### [PROBLEM DESCRIPTION]
Below are some records. How many of their lines contain the string "middle"? Answer with the number alone.

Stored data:
== == ==
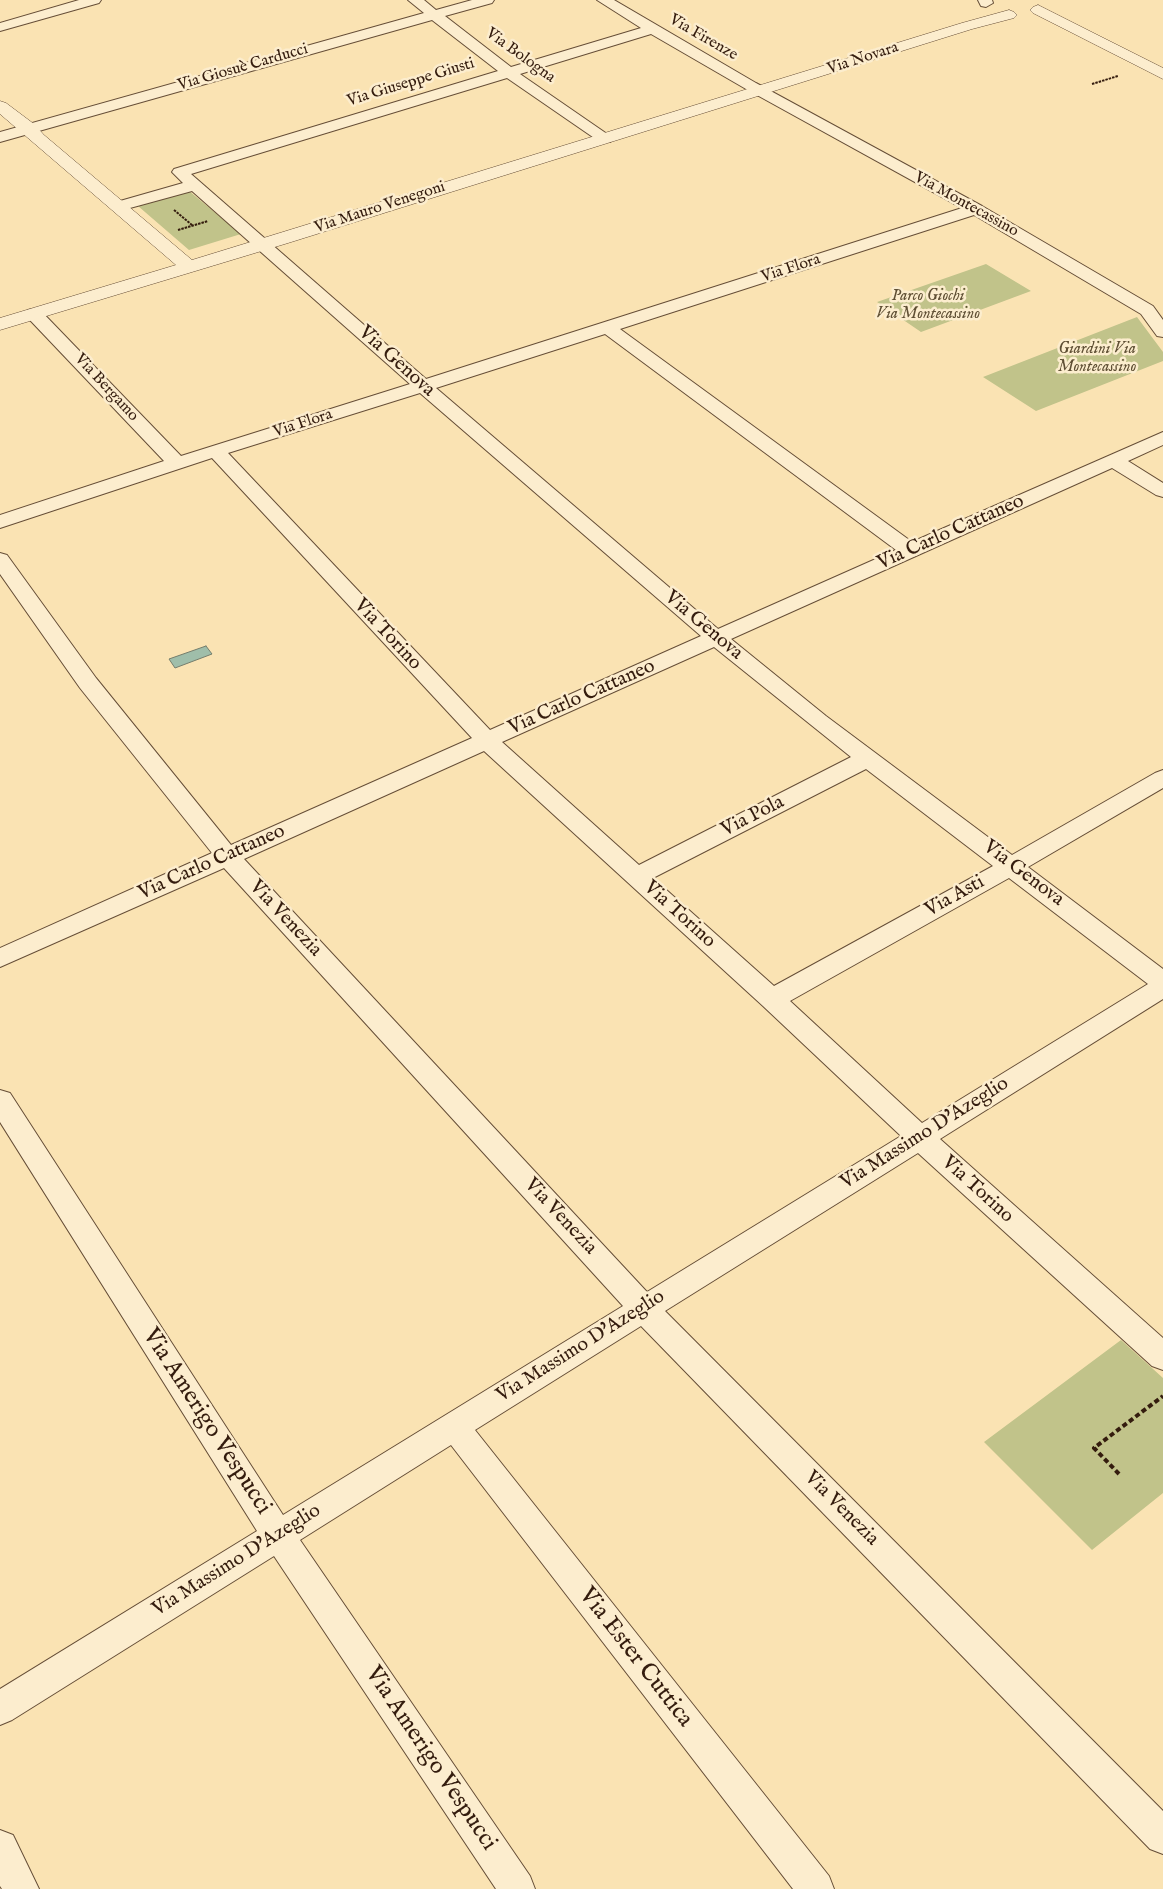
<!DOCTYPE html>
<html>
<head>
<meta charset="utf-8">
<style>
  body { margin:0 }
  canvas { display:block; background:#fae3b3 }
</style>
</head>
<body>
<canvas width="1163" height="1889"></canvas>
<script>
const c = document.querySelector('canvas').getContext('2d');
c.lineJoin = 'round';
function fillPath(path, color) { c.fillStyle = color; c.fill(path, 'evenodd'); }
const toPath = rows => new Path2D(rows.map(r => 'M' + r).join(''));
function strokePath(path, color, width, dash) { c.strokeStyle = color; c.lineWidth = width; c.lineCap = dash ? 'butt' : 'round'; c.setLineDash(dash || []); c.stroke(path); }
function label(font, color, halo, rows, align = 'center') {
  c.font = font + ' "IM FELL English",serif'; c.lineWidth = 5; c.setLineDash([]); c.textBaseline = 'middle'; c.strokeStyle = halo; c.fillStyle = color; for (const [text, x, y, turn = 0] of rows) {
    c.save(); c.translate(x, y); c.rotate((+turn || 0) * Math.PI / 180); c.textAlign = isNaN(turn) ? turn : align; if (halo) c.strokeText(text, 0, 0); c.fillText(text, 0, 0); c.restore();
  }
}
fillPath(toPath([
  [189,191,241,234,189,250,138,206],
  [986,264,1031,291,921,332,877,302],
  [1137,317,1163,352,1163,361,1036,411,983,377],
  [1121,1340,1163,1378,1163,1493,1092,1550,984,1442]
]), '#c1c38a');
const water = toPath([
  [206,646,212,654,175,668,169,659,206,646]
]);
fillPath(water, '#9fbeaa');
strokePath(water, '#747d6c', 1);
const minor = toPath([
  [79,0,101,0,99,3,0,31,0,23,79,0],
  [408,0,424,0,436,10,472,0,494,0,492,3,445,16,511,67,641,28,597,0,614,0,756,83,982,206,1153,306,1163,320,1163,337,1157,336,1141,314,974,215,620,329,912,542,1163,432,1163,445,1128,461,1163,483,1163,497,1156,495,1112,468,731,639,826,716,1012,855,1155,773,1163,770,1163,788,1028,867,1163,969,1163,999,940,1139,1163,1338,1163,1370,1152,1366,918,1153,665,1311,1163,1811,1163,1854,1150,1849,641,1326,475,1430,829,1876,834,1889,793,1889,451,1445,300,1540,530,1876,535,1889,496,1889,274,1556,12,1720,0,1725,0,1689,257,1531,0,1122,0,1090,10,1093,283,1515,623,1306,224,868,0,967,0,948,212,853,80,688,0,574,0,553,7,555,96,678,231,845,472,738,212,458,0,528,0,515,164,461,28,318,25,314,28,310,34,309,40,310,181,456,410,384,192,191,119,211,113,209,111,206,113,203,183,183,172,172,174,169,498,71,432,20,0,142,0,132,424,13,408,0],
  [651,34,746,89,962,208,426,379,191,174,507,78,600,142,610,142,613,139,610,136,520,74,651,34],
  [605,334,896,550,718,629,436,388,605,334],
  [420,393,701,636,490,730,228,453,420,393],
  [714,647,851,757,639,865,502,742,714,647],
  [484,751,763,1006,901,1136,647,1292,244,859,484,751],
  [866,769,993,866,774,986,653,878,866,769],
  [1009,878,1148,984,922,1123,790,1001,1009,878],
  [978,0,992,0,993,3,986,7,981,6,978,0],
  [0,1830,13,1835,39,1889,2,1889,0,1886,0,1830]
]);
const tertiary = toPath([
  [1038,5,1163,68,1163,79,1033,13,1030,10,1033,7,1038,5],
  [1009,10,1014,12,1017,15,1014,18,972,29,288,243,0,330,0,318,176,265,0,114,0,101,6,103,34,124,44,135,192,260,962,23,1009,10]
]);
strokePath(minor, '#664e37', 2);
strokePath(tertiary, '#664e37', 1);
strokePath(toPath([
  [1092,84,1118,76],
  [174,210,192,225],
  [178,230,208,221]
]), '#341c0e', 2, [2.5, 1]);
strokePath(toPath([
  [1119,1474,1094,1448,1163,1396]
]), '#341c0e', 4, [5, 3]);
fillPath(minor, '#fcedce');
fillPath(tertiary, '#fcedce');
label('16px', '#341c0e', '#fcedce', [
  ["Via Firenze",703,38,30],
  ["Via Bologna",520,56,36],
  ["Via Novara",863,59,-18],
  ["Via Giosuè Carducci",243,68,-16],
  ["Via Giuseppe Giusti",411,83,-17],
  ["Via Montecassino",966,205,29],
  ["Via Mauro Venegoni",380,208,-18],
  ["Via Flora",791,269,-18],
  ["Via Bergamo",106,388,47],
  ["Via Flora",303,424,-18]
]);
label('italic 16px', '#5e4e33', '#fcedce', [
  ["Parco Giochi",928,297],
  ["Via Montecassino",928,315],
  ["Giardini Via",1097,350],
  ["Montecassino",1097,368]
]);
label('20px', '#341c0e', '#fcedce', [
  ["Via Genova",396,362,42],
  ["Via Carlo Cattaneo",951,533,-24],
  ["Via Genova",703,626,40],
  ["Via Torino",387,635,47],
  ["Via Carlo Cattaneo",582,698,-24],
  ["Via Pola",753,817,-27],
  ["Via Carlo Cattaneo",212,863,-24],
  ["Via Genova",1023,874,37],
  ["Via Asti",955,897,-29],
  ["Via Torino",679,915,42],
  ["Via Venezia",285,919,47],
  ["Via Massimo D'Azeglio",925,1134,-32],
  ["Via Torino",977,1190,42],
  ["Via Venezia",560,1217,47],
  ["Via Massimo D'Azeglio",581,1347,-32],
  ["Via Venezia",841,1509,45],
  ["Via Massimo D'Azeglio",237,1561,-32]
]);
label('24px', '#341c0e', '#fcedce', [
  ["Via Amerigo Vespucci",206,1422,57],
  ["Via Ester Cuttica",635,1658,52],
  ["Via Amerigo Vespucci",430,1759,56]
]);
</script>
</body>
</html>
== == ==
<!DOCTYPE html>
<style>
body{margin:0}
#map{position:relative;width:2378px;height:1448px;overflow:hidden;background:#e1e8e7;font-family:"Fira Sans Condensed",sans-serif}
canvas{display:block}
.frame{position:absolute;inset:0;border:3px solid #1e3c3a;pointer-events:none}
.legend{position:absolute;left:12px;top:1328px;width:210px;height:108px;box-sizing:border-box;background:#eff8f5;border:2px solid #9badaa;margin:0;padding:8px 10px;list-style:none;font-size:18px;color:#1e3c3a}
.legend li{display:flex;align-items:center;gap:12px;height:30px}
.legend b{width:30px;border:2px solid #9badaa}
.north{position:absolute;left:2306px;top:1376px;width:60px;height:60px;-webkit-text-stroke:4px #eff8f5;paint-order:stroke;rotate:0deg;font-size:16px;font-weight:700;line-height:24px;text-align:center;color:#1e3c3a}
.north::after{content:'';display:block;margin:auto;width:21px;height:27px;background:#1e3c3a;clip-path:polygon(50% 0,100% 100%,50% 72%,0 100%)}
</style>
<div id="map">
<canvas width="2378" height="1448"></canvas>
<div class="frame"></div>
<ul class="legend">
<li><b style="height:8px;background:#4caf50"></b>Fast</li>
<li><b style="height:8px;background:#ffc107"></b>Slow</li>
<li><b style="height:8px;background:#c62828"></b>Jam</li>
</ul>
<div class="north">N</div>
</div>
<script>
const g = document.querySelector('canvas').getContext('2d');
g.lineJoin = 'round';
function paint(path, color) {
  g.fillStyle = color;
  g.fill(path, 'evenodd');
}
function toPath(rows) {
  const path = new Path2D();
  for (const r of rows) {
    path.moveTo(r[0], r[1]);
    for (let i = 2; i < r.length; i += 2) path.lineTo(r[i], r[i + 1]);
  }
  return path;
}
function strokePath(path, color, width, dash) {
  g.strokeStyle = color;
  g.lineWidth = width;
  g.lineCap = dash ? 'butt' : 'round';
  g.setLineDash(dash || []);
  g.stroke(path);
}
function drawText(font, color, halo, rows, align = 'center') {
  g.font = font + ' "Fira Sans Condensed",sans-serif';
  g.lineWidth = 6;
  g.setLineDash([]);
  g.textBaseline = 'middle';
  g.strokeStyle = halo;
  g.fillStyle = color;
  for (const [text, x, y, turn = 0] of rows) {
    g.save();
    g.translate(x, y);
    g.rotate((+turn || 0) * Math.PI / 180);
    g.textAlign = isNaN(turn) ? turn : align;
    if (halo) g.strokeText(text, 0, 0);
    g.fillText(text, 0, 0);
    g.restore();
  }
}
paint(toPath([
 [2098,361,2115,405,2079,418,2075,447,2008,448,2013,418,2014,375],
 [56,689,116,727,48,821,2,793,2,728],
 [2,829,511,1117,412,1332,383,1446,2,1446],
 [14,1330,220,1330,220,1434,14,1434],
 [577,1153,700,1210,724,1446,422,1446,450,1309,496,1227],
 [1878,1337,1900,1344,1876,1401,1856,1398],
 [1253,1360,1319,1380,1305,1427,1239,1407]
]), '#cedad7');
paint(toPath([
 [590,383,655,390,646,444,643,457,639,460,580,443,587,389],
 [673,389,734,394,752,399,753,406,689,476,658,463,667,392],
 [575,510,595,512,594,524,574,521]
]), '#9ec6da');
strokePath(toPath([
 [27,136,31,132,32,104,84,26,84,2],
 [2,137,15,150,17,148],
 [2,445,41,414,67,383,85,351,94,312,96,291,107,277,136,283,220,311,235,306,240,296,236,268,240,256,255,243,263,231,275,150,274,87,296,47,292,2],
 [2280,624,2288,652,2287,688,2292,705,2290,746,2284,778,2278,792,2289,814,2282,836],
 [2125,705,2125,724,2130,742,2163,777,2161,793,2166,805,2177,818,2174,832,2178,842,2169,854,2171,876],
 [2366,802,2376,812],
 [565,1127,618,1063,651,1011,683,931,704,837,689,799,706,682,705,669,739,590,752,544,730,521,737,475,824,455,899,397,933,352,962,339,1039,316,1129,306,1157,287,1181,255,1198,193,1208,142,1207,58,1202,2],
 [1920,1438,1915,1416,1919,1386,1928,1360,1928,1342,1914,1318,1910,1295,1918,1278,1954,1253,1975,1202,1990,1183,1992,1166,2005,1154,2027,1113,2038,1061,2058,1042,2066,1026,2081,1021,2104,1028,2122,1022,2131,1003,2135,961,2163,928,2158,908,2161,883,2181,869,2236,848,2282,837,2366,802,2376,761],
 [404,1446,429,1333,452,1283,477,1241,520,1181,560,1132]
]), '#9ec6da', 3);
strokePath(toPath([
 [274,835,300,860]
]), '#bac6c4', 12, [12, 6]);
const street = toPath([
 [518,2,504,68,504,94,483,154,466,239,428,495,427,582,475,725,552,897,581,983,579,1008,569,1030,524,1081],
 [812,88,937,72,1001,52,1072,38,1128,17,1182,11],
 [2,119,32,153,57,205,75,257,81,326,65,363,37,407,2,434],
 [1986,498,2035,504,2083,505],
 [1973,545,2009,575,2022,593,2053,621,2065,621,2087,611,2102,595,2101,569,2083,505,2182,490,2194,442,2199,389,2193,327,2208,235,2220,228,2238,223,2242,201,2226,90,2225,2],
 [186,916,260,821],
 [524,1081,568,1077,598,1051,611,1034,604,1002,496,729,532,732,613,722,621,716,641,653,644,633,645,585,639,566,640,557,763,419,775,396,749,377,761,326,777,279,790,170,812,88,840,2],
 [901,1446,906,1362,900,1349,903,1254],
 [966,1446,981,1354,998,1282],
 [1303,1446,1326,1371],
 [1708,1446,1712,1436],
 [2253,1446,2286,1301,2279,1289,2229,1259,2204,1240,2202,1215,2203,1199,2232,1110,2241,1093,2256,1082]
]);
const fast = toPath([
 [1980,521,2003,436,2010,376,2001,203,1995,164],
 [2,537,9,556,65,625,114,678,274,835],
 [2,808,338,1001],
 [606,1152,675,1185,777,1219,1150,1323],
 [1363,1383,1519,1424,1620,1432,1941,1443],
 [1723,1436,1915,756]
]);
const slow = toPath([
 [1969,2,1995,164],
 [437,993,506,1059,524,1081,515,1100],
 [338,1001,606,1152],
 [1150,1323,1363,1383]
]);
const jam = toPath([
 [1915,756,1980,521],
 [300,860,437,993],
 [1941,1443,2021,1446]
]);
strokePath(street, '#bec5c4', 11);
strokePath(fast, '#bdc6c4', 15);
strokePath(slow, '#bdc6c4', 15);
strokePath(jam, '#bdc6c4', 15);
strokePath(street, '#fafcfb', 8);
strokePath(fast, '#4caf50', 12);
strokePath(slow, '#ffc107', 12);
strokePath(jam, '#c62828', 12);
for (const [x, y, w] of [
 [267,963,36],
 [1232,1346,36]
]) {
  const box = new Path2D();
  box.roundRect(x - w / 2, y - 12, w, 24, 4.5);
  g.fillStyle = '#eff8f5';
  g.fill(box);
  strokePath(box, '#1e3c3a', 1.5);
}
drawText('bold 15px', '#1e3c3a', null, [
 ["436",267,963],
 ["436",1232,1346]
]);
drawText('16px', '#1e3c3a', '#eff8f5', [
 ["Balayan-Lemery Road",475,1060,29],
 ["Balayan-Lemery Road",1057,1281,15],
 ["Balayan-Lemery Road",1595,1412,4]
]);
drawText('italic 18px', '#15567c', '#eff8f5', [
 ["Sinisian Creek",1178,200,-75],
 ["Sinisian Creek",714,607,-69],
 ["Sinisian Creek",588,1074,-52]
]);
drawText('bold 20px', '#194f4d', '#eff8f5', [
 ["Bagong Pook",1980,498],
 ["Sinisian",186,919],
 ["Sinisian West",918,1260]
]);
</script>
== == ==
### [RESPONSE AREA]
2